Shana Levin Honored For Intergroup Relations Paper

Shana Levin, assistant professor of psychology, received an award on July 24 from the Society for the Psychological Study of Social Issues, an international association of psychologists, scientists and students based in Washington, D.C. She collaborated with five other researchers on a paper which received honorable mention for the SPSSI's 2001-02 Gordon Allport Award, recognizing research and scholarship on intergroup relations.
In their paper, Perceiving Personal Discrimination: The Role of Group Status and Legitimizing Ideology, Levin's group analyzed general principles about discrimination based on the status of one's group.
"People can be discriminated against because of a variety of different group memberships; for example, gender, ethnicity, and socioeconomic status," she explained. "We examined perceptions of discrimination among members of different high status and low status groups, and found similar processes at work regardless of whether the discrimination was based on ethnicity or gender."
In March 2002, the award-winning article appeared in the Journal of Personality and Social Psychology, a monthly publication sponsored by the American Psychological Association.
Levin's co-authors are: Brenda Major and Shannon McCoy of the University of California, Santa Barbara; Richard Gramzow of Northeastern University; Toni Schmader of the University of Arizona; and Jim Sidanius of the University of California, Los Angeles. The researchers began the project in 1997, pooling resources to create an ad hoc think tank about intergroup relations.
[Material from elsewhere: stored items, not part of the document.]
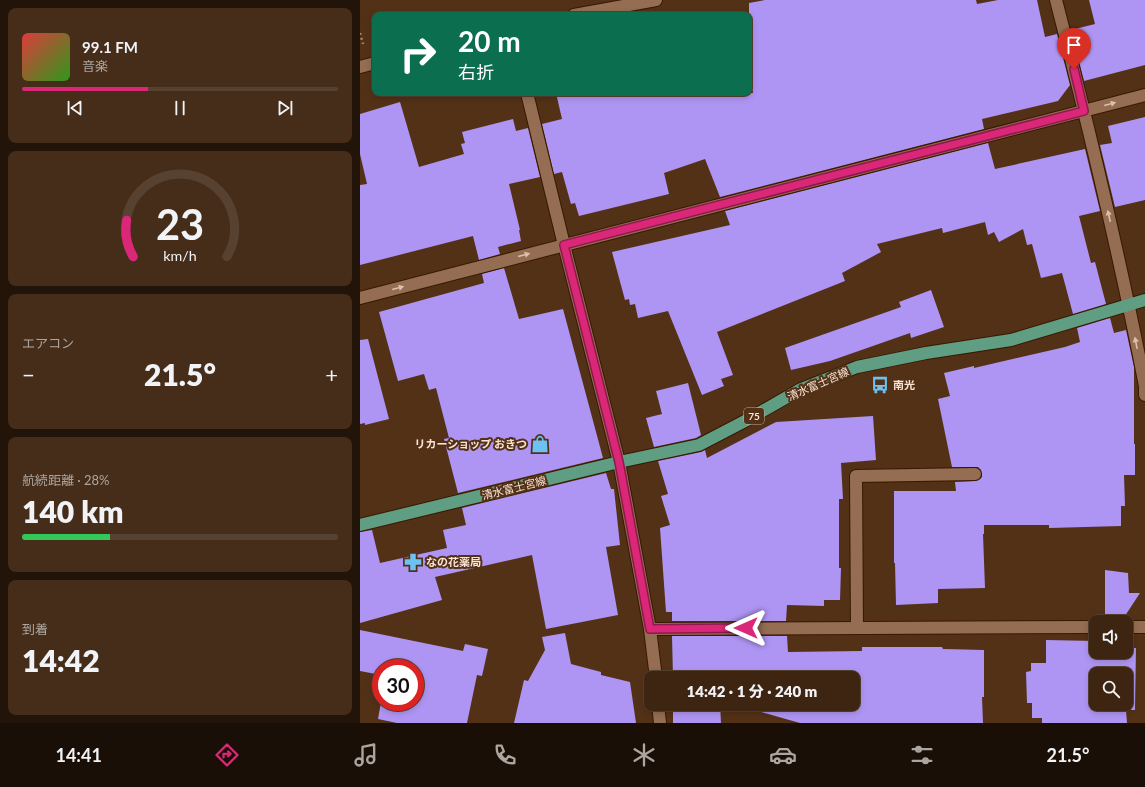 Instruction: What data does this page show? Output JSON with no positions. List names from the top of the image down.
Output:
{
  "streets": {
    "main road": ["清水富士宮線", "75"]
  },
  "places": {
    "bus stop": ["南光"],
    "shop": ["リカーショップ おきつ"],
    "pharmacy": ["なの花薬局"]
  },
  "page": {
    "turn": ["20 m", "右折"],
    "song": ["99.1 FM", "音楽"],
    "tile": [
      "エアコン",
      ["航続距離 · 28%", "140 km"],
      ["到着", "14:42"]
    ],
    "heat": ["−", "21.5°", "+"],
    "limit": "30",
    "trip": "14:42 · 1 分 · 240 m",
    "tabs": ["14:41", "21.5°"],
    "gauge": ["23", "km/h"]
  }
}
As a result, Levin said, "The paper was a combination of survey research and laboratory experimentation."
Levin's related article, Perceived Discrimination in the Context of Multiple Group Memberships, will be published in the Psychological Science journal in November.
Levin, who joined CMC in 1998, received a bachelor's degree from the University of California, Berkeley and master's and doctorate degrees from the University of California, Los Angeles. After completing a pre-doctoral fellowship at Hebrew University, Israel, she served as an instructor and postdoctoral fellow at UCLA and wrote her dissertation on intergroup attitudes in the United States and Israel.
At CMC, she most recently taught political psychology, social psychology, statistics for psychologists, and a seminar in prejudice and intergroup relations.